Task prompt
From first line to last, give the records again word for word and omit the pictures.

Supplied entries
──────────────────────────────
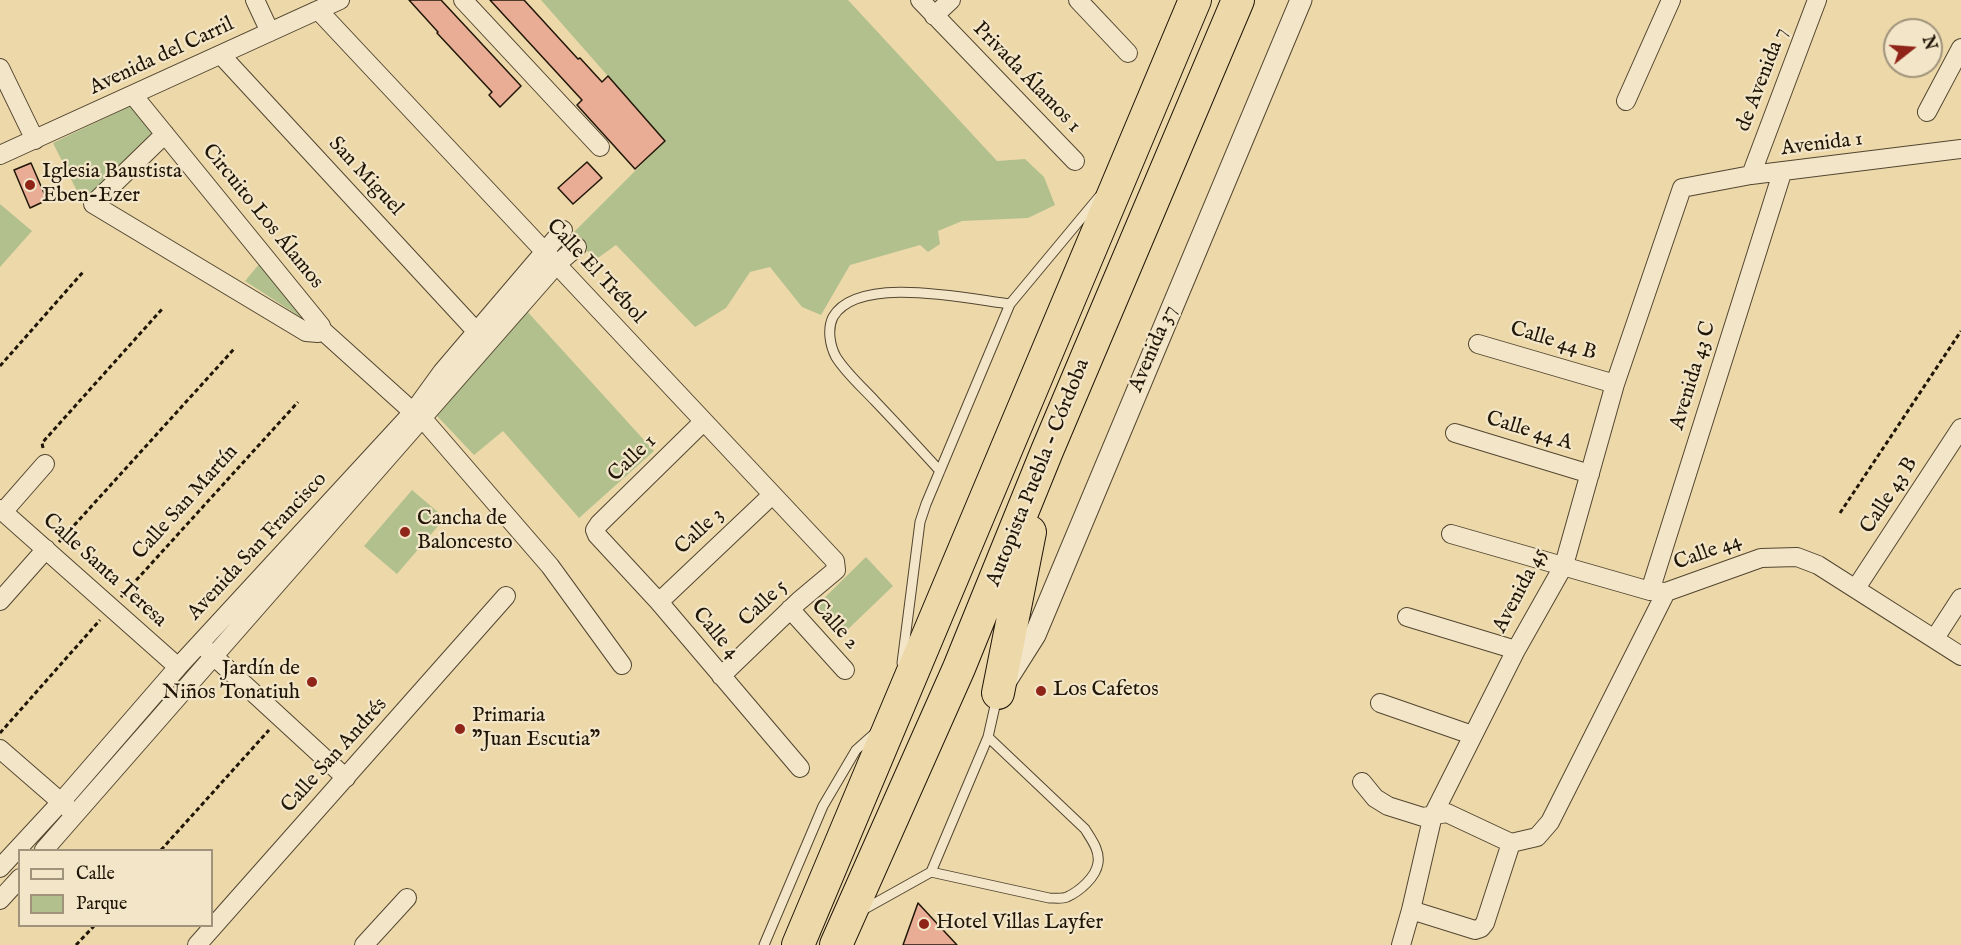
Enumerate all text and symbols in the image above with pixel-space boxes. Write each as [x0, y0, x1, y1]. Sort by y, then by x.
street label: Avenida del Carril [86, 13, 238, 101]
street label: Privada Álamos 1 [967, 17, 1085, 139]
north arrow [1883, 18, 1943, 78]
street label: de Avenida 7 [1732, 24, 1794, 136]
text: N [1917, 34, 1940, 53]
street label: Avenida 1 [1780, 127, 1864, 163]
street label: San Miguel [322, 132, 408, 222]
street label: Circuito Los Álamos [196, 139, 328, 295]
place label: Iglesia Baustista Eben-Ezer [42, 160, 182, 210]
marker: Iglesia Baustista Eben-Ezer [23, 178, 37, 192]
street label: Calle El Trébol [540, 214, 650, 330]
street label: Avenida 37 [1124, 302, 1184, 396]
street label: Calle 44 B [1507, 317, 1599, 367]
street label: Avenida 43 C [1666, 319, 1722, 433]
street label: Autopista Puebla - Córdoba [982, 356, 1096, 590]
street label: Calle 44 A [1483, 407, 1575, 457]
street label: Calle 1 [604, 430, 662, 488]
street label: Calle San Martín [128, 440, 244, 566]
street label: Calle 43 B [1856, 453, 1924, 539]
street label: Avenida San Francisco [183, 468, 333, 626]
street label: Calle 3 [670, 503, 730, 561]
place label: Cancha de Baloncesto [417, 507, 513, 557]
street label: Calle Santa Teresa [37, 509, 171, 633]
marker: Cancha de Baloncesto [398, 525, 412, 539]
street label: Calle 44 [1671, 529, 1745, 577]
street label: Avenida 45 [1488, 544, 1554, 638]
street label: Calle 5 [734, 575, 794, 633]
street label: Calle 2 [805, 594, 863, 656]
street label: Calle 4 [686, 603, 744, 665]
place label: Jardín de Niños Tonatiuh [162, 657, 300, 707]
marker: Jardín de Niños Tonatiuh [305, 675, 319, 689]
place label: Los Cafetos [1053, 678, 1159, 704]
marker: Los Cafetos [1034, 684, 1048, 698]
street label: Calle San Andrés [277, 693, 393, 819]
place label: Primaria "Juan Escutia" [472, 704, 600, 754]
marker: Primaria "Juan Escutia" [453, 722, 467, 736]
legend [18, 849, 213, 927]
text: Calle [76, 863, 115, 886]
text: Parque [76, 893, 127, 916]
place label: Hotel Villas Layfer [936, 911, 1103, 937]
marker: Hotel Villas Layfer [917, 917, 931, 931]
──────────────────────────────
Reply
Enumerate all text and symbols in the image above with pixel-space boxes. Write each as [x0, y0, x1, y1]. Sort by y, then by x.
street label: Avenida del Carril [86, 13, 238, 101]
street label: Privada Álamos 1 [967, 17, 1085, 139]
north arrow [1883, 18, 1943, 78]
street label: de Avenida 7 [1732, 24, 1794, 136]
text: N [1917, 34, 1940, 53]
street label: Avenida 1 [1780, 127, 1864, 163]
street label: San Miguel [322, 132, 408, 222]
street label: Circuito Los Álamos [196, 139, 328, 295]
place label: Iglesia Baustista Eben-Ezer [42, 160, 182, 210]
marker: Iglesia Baustista Eben-Ezer [23, 178, 37, 192]
street label: Calle El Trébol [540, 214, 650, 330]
street label: Avenida 37 [1124, 302, 1184, 396]
street label: Calle 44 B [1507, 317, 1599, 367]
street label: Avenida 43 C [1666, 319, 1722, 433]
street label: Autopista Puebla - Córdoba [982, 356, 1096, 590]
street label: Calle 44 A [1483, 407, 1575, 457]
street label: Calle 1 [604, 430, 662, 488]
street label: Calle San Martín [128, 440, 244, 566]
street label: Calle 43 B [1856, 453, 1924, 539]
street label: Avenida San Francisco [183, 468, 333, 626]
street label: Calle 3 [670, 503, 730, 561]
place label: Cancha de Baloncesto [417, 507, 513, 557]
street label: Calle Santa Teresa [37, 509, 171, 633]
marker: Cancha de Baloncesto [398, 525, 412, 539]
street label: Calle 44 [1671, 529, 1745, 577]
street label: Avenida 45 [1488, 544, 1554, 638]
street label: Calle 5 [734, 575, 794, 633]
street label: Calle 2 [805, 594, 863, 656]
street label: Calle 4 [686, 603, 744, 665]
place label: Jardín de Niños Tonatiuh [162, 657, 300, 707]
marker: Jardín de Niños Tonatiuh [305, 675, 319, 689]
place label: Los Cafetos [1053, 678, 1159, 704]
marker: Los Cafetos [1034, 684, 1048, 698]
street label: Calle San Andrés [277, 693, 393, 819]
place label: Primaria "Juan Escutia" [472, 704, 600, 754]
marker: Primaria "Juan Escutia" [453, 722, 467, 736]
legend [18, 849, 213, 927]
text: Calle [76, 863, 115, 886]
text: Parque [76, 893, 127, 916]
place label: Hotel Villas Layfer [936, 911, 1103, 937]
marker: Hotel Villas Layfer [917, 917, 931, 931]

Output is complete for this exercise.